In generale, nella vita quotidiana vale la regola: meno irritazioni, più equilibrio. Per sostenere la flora vaginale e la costruzione di un ambiente sano, possono far parte della routine alcune basi che, ad esempio, sono spesso menzionate nelle informazioni mediche per i pazienti: acqua tiepida per l’igiene esterna, un uso moderato di profumi, evitare il douching, cambiare rapidamente indumenti bagnati o sudati e un uso consapevole dei prodotti per l’area intima.

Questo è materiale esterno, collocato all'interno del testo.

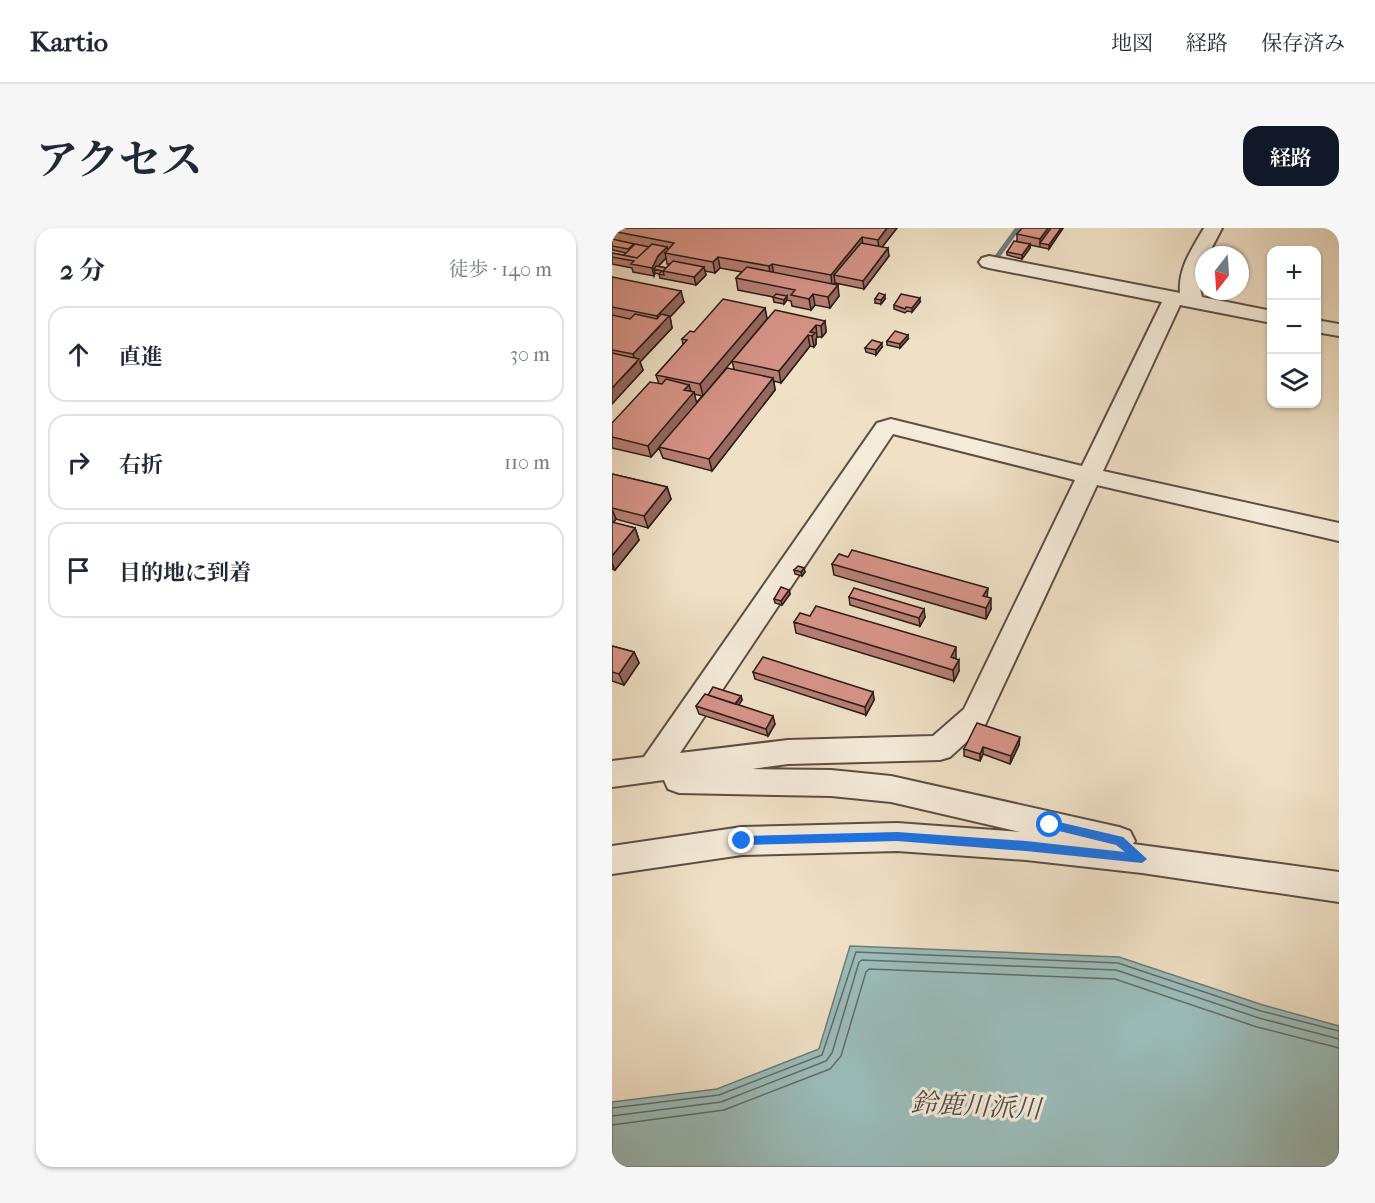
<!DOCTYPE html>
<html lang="ja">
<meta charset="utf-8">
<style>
:root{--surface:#fff;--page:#f6f6f7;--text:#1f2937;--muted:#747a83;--line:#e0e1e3;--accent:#111827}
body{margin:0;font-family:"IM FELL French Canon","Noto Serif JP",serif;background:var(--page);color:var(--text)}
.controls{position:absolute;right:18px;top:18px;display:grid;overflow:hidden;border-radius:12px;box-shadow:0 2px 4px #0004}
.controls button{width:54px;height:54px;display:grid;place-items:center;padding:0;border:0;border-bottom:2px solid var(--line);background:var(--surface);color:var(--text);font:30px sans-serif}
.compass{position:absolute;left:583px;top:18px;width:54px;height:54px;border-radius:50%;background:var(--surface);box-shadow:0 2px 4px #0004;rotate:197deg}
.stop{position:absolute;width:18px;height:18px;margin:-14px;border:4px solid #1a73e8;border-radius:50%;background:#fff}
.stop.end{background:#1a73e8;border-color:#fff;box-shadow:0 2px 6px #0008}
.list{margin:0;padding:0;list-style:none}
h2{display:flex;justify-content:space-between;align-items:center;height:78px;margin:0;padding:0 24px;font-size:26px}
h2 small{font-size:20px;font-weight:400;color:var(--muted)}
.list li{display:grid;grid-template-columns:39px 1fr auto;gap:18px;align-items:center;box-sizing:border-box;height:96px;margin:0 12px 12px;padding:0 12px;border:2px solid var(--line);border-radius:18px}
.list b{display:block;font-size:22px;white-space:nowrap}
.list em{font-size:20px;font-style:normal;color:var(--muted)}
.icon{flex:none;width:33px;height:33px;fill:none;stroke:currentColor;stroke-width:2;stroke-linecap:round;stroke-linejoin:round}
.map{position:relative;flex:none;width:727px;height:939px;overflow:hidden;border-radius:18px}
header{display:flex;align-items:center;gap:36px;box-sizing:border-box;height:84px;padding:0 30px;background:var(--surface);border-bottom:2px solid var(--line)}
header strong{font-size:28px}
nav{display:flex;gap:33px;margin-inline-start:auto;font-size:21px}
.intro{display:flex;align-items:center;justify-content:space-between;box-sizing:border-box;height:144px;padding:0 36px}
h1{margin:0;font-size:42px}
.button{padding:15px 27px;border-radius:18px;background:var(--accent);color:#fff;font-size:21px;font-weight:700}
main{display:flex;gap:36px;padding:0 36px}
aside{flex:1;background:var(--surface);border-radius:18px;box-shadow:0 2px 4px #0004}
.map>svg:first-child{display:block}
.water{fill:#9bbcba;stroke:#6e7c79;stroke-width:1.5}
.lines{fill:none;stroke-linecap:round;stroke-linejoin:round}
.shore{stroke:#636c68;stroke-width:1.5}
.stream{stroke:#6e7c79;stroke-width:5}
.minor-casing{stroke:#5c4e43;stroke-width:4}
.minor{fill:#f5ebda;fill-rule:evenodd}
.wall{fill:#b87f75;stroke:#2b1d17;stroke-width:1.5;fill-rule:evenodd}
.shaded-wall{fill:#96685f;stroke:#2b1d17;stroke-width:1.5}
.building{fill:#d69488;stroke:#2b1d17;stroke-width:1.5}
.route{fill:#1a73e8}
.labels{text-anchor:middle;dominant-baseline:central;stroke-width:6;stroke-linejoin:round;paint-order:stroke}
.near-water-label{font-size:26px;font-style:italic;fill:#4d4d48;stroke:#f5ebda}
</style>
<header>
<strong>Kartio</strong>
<nav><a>地図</a><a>経路</a><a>保存済み</a></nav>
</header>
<div class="intro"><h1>アクセス</h1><a class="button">経路</a></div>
<main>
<aside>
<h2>2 分<small>徒歩 · 140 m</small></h2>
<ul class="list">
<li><svg class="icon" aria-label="ahead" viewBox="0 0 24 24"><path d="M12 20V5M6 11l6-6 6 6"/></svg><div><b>直進</b></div><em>30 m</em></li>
<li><svg class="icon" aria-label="right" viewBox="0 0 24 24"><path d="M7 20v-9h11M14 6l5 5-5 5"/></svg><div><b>右折</b></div><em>110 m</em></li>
<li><svg class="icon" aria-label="arrive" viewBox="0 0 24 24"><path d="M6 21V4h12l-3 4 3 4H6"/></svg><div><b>目的地に到着</b></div></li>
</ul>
</aside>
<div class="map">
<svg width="727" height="939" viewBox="0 0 727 939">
<rect width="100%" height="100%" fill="#efe0c6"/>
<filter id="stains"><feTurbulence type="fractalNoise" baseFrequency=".00333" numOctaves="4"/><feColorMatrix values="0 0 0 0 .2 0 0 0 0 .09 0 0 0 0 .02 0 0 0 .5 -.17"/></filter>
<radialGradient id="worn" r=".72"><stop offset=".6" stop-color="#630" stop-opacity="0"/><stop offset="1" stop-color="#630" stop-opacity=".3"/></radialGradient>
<!-- water -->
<path class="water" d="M238,718L507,729L651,777L727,798V939H0V874L105,861L207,821Z"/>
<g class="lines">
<!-- shore -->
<path class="shore" d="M0,880L107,867L210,827L244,724L506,735L649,783L727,803
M0,888L109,874L214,833L220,825L247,734L250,732L504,742L647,790L727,811
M0,897L112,882L218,841L229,828L254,744L257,741L503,751L645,799L727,820"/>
<!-- stream -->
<path class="stream" d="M385,29L406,0"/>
<!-- minor casing -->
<g class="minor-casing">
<path id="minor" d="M592,0H610L596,27H592L587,56L590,69L660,83V95L568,77L491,243L727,295V313L485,257L373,497L338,529L328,532L176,536L140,541L219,542L279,548L507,599L518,603L523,613L521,616L727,644V674L530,645L414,632L285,623L130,627L0,646V618L130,599L285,595L408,604L279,574L219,568L67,565L56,561L52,552L0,559V533L32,529L265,195L279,191L470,238L550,74L377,40L370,38L367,34L370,30L377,28L568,65C566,40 580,21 592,0ZM281,206L463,252L352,481L321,508L176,512L68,525Z
M704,92L727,96V108L704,104Z"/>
</g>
<!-- minor -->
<use href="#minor" class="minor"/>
</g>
<!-- wall -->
<path class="wall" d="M0,0H285L270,19L277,28L252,61L223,55V56L227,68L218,80L203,77L199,82L180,78L179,73L175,72L172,76L162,74L161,69L126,62L124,50L130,44L108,40L103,45L93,43L94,47L84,57L53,51L48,50L47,46L43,45L42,48L21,44L20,40L0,36V25L12,27L14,25L0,22ZM54,30L55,36H58L54,40L47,38Z
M451,0L437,21L418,17V20L410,31L395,27V24L405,14V6Z
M0,49L72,74L58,89L60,100L28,134L31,142L0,176Z
M263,71H273L269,76L263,75Z
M308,74L300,84L295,83L293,85L282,81V77Z
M153,80L155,91L98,159L122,141L120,133L213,93L214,104L210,109H205L204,111V116L202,119L198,118L169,155L162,153L163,162L100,243L51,230L47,220L39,229L0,220V195L47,156L44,147L71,117L70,111L82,104ZM82,166L90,168L84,175Z
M296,111L288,120L275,117V113Z
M270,119L264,127L254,124L253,120Z
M0,246L55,259L59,271L36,300L4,291L1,295L23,300L27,312L3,342L0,341Z
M220,336L375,369L379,381L374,391L222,347Z
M182,342L193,344L190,348L183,346Z
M177,362L178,366L170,377L163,375L162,371Z
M237,369L313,389L308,398L238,377Z
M182,394L344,431L347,443L342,453L184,405Z
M0,418L22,424L27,435L12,457L0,453Z
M141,444L261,464L262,472L254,487L143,451Z
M96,467L129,468L130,472L126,477L163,496L156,508L87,486L84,478Z
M407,517L398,536L371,526L368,533L352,528V521Z"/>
<!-- shaded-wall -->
<path class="shaded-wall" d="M275,0H285L267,23L266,12Z
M436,0H441L428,15V19V11Z
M449,0H451L437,21V17Z
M250,9L251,20L222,47L223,55L220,59L219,47Z
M418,16V20L410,31V27Z
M55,19L57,25H53L54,30L48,36L45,42L42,41L43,45L42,48L40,40L46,28Z
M276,20L277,28L252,61L251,53Z
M106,29L108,40L103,45L101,34Z
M160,36L162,47L159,50L157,38Z
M92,39L94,47L84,57L82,49Z
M226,57L227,68L218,80L216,69Z
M69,63L72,74L58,89L60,100L28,134L31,142L0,176V160L24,135L21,126L48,98L45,88Z
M201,66L203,77L199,82L197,71Z
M273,67V71L269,76V72Z
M175,68V72L172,76V72Z
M308,70V74L300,84V80Z
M153,80L155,91L91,168L88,156Z
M213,93L214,104L210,109L209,98Z
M204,97L205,109L204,111V116L202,119L200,108L198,104Z
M196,107L198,118L169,155L167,143Z
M296,107V111L288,120V116Z
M270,115V119L264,127V122Z
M161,150L163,162L100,243L97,231Z
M77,157L80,166L82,164L85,176L39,229L36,218L72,162Z
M55,259L59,271L36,300L32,288Z
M0,281L4,291L0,296Z
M23,300L27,312L3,342L0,335V328Z
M192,340L193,344L190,348L189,344Z
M376,360L375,371L371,368Z
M177,362L178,366L170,377L169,373Z
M379,370V381L374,391V380Z
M312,381L313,389L308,398L307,390Z
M344,419V431L339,429Z
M22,424L27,435L12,457L7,446Z
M347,432V443L342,453L341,442Z
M261,464L262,472L254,487L253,479Z
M129,468L130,472L124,481L123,477Z
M161,488L163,496L156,508L154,501Z
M408,509L407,517L398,536L399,528Z
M371,519V526L368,533V526Z"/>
<!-- building -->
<path class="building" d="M0,0H275L266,12L250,9L219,47L160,36L157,38L106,29L101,34L53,25L62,15L0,3Z
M410,0H436L428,11L405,6Z
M439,0H449L437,17L428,15Z
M0,11L22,16L16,21L0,18Z
M402,13L418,16L410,27L395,24Z
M249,15L276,20L251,53L222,47Z
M23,16L37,19L25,30L12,27Z
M40,16L55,19L46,28L40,40L19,36L22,33L0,29V25L25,30Z
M61,33L92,39L82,49L51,43Z
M44,38L54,40L51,43L52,47L47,46L50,43L42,41Z
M135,39L226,57L216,69L201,66L197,71L179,67L183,62L124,50Z
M0,49L69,63L45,88L0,79Z
M267,65L273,67L269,72L263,71Z
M164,66L175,68L172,72L161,69Z
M289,66L308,70L300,80L294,79L293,81L282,77Z
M111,71L153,80L88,156L44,147L75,112L70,111L78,103L82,104Z
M163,82L213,93L209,98L204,97L198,104L203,105L200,108L196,107L167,143L120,133Z
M23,86L45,91L49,86L57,88L21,126L0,122V87L18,91Z
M283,103L296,107L288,116L275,113Z
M260,112L270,115L264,122L253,120Z
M0,125L27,131L0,160Z
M115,140L161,150L97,231L47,219Z
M54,151L77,157L72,162L82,164L36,218L0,209V195L38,154L50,156Z
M0,246L55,259L32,288L0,280Z
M0,294L23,300L0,328Z
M240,322L376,360L371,368L379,370L374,380L220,336L227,326L236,329Z
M186,338L192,340L189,344L182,342Z
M169,359L177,362L169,373L162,371Z
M242,360L312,381L307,390L237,369Z
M204,378L344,419L339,429L347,432L341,442L182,394L188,385L198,388Z
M0,418L22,424L7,446L0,444Z
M151,429L261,464L253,479L141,444Z
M101,459L129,468L123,476L96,467Z
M93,466L161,488L154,501L84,478Z
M365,495L408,509L399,528L371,519L368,526L352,521Z"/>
<!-- route -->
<path class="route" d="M438,592L511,609L535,631L530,635L414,623L285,613L130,617L124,613L130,608L285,604L414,613L513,624L504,617L435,600L433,597Z"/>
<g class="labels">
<!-- near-water labels -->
<g class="near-water-label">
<text transform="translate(364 878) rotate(3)">鈴鹿川派川</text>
</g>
</g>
<rect width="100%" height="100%" filter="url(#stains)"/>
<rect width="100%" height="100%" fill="url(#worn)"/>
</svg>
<div class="controls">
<button>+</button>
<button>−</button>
<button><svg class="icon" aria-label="layers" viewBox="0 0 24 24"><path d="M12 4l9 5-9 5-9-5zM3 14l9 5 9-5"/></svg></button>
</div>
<svg class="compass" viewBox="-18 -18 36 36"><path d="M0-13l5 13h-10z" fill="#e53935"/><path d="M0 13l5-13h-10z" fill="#747a83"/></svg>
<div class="stop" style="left:438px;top:597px"></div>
<div class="stop end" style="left:130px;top:613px"></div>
</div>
</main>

Anche il contesto è importante: lo squilibrio intimo si presenta dopo l’assunzione di antibiotici? Durante il ciclo mestruale? In menopausa? Dopo il rapporto sessuale? O è ricorrente? Proprio questi schemi possono aiutare a comprendere meglio la propria area intima. Chi cerca supporto spesso trova diverse opzioni come capsule o applicazioni vaginali. Quale forma sia utile nel singolo caso dipende dal contesto e non dovrebbe essere scelta semplicemente seguendo mode o scaffali della farmacia.

 

Quando è opportuno fare accertamenti

Se compaiono prurito, bruciore, perdite abbondanti o con odore insolito, dolori o disturbi ricorrenti, è consigliabile un controllo medico. Proprio perché molti sintomi possono sembrare simili, è utile non affidarsi esclusivamente a test fai-da-te o a ricerche online come “flora disturbata”.

 

Conclusione

Una flora vaginale intatta si può comprendere meglio come un equilibrio naturale – caratterizzato da lattobacilli, un ambiente acido e mucose delicate. Quando qualcosa nell’area intima cambia, spesso una buona interpretazione, un uso consapevole dell’area intima e, se necessario, un accertamento medico possono aiutare più di un intervento rapido e impulsivo.